-- STORED DATA follows --
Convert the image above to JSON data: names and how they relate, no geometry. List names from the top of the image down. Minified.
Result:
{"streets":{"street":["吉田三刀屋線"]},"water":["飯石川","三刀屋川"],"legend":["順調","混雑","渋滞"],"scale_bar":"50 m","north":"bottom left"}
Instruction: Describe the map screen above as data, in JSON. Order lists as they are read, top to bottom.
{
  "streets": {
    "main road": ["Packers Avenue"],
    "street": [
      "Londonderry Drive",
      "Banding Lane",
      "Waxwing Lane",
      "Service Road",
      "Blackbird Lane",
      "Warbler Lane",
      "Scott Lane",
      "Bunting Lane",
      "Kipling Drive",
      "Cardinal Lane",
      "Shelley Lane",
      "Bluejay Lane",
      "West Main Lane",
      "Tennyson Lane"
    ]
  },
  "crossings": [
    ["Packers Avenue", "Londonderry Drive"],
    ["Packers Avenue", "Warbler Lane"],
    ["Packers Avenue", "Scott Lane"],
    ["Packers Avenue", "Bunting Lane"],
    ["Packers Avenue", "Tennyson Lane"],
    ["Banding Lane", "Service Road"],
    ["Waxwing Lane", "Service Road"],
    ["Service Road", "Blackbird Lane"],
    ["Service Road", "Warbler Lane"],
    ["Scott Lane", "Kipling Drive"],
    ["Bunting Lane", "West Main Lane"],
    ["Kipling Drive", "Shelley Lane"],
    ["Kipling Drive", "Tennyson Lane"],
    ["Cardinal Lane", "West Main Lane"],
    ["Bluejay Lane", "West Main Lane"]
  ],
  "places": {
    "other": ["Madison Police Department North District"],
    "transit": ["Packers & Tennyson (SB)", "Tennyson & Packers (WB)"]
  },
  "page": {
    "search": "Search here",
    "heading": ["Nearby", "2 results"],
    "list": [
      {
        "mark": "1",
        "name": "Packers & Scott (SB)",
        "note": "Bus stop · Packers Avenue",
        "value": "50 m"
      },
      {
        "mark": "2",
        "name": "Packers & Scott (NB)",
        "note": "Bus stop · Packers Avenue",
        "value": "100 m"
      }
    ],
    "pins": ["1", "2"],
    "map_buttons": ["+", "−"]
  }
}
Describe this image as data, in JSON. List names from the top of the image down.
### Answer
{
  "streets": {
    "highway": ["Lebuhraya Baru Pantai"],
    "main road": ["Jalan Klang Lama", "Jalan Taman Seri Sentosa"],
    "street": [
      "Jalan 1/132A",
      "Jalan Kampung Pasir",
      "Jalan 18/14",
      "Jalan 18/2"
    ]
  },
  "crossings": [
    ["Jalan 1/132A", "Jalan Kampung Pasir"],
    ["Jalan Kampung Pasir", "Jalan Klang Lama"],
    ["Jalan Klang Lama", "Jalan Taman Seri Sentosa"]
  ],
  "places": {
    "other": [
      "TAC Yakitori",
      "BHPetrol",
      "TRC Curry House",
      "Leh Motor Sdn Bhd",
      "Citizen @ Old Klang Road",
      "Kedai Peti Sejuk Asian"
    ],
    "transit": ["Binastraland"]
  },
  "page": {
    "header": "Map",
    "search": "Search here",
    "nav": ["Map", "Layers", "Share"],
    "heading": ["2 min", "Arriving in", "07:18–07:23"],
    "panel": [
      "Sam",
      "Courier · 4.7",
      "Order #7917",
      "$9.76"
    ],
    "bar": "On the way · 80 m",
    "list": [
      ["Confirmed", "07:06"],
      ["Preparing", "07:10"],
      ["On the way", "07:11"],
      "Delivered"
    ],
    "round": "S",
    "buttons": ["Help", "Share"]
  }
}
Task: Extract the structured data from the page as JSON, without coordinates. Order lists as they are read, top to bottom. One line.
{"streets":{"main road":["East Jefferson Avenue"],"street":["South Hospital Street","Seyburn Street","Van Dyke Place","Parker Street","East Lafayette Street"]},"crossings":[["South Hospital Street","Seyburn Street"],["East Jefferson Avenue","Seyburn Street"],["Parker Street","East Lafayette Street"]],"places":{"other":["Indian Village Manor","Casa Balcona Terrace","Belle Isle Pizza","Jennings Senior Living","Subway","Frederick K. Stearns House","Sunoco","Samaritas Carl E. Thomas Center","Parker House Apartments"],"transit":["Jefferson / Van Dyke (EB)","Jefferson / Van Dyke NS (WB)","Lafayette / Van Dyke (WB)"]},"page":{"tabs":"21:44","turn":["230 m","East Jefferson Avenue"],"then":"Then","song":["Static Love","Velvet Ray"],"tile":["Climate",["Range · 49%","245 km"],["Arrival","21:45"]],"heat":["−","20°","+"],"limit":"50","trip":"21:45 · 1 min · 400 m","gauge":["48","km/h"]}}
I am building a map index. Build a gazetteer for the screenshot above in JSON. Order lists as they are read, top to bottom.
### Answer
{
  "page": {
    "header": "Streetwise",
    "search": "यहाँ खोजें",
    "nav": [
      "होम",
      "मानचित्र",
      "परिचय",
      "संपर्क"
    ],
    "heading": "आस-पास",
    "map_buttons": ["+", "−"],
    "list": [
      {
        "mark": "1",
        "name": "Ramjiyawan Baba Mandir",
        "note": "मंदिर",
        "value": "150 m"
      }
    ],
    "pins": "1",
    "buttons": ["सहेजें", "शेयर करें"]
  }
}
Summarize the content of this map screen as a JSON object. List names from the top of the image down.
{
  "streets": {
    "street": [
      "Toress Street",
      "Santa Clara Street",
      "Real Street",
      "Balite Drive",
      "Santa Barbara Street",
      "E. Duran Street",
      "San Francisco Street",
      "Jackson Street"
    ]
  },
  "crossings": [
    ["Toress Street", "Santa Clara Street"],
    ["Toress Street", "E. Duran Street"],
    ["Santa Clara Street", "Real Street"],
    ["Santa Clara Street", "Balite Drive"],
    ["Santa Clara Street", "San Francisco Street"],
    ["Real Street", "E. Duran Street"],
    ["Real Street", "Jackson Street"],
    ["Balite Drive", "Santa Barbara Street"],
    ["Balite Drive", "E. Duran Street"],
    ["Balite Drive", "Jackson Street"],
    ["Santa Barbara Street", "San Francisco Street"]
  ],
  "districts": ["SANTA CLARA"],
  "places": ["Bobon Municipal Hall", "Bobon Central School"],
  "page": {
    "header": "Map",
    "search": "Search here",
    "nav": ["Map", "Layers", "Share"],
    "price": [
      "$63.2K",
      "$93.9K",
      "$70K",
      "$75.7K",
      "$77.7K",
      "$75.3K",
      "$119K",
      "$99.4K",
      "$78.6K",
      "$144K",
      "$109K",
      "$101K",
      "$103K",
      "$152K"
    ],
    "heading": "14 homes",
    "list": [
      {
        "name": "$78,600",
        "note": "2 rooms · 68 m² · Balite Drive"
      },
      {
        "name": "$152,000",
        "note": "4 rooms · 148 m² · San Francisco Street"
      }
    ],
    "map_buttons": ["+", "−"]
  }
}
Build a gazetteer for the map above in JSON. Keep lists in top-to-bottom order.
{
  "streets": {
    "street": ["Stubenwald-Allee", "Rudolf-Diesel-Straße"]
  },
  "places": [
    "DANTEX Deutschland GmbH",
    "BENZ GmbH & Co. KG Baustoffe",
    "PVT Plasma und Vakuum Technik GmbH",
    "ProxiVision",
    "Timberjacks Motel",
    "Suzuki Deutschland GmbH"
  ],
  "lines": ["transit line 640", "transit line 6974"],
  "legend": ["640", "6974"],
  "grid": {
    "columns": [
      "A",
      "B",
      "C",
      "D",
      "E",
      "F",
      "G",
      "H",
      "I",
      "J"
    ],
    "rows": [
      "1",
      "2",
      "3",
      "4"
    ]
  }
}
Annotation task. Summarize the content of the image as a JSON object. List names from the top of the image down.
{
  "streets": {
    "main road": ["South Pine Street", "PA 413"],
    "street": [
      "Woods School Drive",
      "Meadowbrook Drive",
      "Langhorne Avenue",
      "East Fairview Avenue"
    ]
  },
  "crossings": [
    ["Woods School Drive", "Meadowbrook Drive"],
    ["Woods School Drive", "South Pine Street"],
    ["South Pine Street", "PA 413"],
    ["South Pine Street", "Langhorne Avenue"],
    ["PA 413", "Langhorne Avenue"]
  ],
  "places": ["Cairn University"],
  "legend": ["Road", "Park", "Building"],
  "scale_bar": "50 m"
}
-- STORED DATA concluded --
ACTIVITY: State how many lines in the listing above contain "West". Nothing else is needed.

REPLY: 4